EXERCISE OBJECTIVE:
In the material below, find every line with "song" and pull it out.

PROVIDED DATA:
▼

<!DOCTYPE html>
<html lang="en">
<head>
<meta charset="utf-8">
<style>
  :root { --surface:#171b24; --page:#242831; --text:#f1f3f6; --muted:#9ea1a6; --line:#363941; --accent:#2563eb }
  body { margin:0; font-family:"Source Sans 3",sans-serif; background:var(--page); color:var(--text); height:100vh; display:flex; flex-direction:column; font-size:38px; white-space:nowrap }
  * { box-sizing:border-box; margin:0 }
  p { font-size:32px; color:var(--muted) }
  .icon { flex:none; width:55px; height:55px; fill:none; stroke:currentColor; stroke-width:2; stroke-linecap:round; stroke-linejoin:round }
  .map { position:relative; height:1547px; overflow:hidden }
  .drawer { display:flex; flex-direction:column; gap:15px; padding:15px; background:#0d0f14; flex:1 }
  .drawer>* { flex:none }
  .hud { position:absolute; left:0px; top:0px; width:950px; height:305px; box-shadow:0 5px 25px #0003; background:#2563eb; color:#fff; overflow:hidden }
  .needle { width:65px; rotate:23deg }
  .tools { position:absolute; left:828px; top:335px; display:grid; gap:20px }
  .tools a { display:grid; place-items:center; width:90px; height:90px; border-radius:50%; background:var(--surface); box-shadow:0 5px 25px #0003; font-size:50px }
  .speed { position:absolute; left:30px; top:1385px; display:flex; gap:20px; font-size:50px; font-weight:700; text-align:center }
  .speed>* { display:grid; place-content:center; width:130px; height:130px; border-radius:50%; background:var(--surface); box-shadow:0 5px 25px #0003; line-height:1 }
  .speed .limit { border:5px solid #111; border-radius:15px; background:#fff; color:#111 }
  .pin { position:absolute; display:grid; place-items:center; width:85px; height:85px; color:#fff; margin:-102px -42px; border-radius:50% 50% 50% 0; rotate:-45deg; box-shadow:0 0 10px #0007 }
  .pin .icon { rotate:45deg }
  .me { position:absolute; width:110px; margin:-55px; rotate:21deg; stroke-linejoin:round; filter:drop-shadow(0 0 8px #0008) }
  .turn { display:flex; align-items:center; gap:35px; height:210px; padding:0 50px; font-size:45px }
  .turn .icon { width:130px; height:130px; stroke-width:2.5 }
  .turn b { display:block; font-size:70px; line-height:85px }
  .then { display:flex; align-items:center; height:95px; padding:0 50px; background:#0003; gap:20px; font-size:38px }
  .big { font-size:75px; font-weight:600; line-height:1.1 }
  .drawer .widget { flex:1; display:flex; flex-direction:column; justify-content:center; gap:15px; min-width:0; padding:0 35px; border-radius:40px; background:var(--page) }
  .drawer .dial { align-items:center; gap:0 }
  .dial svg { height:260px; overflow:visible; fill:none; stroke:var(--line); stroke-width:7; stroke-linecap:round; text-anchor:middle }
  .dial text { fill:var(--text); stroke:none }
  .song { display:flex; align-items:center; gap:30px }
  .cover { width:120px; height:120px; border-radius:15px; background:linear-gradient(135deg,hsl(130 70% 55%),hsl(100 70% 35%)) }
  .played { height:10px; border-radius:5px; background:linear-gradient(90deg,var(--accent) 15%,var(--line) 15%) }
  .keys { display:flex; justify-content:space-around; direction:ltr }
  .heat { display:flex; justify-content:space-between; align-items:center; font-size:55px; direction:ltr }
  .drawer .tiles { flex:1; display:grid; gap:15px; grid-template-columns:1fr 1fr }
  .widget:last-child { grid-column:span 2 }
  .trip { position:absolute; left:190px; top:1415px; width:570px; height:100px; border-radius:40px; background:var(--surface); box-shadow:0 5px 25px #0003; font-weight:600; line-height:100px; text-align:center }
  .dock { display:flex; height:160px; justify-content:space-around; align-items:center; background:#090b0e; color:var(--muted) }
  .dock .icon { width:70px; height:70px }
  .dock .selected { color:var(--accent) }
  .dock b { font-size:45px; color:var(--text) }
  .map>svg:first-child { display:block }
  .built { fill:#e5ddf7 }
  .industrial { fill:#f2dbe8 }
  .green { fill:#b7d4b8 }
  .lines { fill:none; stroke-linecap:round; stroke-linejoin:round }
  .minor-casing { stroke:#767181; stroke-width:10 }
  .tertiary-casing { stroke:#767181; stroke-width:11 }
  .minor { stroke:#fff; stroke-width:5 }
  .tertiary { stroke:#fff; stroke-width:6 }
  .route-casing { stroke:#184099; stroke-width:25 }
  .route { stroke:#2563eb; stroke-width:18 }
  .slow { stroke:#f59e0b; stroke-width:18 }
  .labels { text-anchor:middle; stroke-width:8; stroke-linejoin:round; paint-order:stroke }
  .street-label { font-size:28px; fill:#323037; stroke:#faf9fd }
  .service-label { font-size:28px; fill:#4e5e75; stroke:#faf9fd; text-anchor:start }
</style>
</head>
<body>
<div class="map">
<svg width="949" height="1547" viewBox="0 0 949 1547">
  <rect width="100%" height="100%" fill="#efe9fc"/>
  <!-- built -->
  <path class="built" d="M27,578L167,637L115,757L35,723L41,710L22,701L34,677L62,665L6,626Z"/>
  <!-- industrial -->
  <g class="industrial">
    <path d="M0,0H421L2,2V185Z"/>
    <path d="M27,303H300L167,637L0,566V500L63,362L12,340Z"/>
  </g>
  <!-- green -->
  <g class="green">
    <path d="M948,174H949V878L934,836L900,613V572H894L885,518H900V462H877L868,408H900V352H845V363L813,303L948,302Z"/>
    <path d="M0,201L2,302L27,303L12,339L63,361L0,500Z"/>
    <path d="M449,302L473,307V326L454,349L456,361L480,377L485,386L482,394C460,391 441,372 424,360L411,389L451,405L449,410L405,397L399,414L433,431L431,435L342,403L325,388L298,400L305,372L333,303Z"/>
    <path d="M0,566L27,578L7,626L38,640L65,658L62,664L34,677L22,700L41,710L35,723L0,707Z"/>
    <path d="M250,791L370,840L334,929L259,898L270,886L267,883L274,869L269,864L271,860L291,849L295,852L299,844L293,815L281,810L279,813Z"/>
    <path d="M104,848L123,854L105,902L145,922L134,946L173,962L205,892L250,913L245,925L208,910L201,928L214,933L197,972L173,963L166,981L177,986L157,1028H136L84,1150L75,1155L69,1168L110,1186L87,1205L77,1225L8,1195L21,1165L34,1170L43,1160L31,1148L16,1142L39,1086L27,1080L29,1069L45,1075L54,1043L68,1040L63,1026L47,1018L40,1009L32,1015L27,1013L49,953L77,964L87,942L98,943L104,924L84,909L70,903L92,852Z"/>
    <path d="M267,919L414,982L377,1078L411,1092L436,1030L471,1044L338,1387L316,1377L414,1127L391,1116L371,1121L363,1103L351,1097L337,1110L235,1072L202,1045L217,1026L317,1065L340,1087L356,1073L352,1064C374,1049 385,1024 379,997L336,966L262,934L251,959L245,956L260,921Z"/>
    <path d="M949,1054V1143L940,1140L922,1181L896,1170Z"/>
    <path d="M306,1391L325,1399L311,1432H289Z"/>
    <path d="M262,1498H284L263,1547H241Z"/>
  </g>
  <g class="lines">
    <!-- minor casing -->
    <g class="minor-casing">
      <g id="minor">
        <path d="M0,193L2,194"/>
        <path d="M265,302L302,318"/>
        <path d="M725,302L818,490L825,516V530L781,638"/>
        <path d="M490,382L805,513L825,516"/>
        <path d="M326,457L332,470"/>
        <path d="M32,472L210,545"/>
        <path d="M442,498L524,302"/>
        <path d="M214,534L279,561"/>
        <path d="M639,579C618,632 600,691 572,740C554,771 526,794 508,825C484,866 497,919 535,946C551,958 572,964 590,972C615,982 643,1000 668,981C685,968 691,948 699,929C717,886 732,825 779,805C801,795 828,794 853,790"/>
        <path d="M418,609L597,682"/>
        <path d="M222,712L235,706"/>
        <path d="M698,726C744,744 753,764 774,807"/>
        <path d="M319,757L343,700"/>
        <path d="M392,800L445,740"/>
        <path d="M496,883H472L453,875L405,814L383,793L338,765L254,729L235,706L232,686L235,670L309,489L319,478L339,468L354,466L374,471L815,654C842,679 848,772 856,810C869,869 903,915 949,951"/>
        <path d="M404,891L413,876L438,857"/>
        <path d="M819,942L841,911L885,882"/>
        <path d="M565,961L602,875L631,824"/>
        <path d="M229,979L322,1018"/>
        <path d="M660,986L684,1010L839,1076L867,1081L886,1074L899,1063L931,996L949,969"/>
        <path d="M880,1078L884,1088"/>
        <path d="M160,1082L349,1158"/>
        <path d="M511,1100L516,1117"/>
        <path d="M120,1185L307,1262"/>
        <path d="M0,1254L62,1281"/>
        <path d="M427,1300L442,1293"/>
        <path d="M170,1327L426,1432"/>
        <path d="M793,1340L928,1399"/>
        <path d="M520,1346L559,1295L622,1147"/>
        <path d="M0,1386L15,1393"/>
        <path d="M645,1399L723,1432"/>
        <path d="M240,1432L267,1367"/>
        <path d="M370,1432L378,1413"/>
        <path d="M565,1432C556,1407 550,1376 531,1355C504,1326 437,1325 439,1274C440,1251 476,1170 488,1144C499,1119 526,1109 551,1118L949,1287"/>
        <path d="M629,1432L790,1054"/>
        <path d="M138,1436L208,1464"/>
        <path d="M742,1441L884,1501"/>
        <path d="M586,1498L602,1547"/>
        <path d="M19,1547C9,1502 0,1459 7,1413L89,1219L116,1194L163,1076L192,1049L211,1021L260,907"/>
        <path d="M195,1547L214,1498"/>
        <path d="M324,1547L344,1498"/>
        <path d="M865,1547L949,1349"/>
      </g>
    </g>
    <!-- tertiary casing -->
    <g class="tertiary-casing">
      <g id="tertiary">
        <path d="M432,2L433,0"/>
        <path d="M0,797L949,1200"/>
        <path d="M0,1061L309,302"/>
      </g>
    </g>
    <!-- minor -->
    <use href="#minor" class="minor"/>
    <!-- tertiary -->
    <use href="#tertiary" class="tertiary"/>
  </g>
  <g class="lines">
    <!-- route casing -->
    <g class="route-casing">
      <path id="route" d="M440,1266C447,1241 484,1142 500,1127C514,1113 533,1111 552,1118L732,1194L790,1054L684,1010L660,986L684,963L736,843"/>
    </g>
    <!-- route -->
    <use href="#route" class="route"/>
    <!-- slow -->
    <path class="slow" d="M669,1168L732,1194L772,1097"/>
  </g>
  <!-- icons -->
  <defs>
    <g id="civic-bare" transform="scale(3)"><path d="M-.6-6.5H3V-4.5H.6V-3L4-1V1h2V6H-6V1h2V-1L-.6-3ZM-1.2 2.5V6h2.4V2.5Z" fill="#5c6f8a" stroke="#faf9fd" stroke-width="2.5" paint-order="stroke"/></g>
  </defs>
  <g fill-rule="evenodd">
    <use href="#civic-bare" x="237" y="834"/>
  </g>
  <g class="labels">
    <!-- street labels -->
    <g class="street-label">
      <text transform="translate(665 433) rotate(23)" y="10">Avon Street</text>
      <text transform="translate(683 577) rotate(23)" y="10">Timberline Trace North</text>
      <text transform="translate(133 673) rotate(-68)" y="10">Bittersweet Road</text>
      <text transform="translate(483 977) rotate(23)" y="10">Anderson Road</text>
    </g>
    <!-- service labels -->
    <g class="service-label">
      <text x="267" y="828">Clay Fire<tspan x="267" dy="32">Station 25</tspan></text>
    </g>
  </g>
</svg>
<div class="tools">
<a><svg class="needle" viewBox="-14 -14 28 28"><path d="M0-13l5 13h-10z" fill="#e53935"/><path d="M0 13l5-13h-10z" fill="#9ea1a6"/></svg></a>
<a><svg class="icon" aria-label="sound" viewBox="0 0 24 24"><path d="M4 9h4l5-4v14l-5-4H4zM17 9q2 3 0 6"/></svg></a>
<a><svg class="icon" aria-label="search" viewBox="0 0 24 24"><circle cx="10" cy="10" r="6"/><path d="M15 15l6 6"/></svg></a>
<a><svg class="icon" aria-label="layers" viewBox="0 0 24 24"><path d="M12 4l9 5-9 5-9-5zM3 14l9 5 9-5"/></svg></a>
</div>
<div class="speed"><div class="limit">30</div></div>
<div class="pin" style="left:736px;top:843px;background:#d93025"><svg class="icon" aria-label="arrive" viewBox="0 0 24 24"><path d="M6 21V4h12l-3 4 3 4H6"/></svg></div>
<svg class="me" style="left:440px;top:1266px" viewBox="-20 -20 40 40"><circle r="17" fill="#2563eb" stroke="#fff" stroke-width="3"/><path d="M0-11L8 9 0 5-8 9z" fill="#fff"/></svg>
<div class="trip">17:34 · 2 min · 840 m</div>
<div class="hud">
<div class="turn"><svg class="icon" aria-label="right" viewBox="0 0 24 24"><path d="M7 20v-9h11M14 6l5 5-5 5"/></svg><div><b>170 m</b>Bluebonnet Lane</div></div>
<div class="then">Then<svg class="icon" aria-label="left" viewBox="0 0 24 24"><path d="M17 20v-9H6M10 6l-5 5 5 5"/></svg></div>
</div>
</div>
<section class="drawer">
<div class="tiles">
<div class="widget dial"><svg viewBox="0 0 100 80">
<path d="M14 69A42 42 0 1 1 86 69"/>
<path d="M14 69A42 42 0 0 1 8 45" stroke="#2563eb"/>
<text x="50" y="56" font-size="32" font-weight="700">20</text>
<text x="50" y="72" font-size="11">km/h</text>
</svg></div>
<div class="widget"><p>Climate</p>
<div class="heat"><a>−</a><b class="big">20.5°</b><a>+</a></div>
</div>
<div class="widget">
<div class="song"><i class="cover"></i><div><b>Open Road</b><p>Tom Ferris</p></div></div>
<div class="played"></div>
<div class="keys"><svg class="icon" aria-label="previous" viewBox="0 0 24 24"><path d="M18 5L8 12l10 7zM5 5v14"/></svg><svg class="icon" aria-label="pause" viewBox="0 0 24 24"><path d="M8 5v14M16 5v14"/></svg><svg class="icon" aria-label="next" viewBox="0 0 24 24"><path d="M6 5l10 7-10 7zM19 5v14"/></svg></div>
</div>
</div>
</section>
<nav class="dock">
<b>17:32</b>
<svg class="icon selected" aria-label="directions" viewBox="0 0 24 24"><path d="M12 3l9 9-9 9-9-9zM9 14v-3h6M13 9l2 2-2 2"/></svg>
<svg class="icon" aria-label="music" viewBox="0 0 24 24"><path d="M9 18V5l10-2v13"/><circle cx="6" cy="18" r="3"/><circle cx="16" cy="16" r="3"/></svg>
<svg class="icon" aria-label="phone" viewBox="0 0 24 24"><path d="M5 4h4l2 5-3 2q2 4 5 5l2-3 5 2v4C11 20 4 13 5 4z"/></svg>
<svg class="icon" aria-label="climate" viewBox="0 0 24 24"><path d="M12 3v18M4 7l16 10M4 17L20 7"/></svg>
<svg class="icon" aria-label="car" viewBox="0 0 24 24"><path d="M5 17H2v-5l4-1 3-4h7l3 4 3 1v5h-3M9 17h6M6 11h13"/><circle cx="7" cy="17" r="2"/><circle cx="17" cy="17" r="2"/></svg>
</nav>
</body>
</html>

▲

SOLUTION FOR THIS TASK:
  .song { display:flex; align-items:center; gap:30px }
<div class="song"><i class="cover"></i><div><b>Open Road</b><p>Tom Ferris</p></div></div>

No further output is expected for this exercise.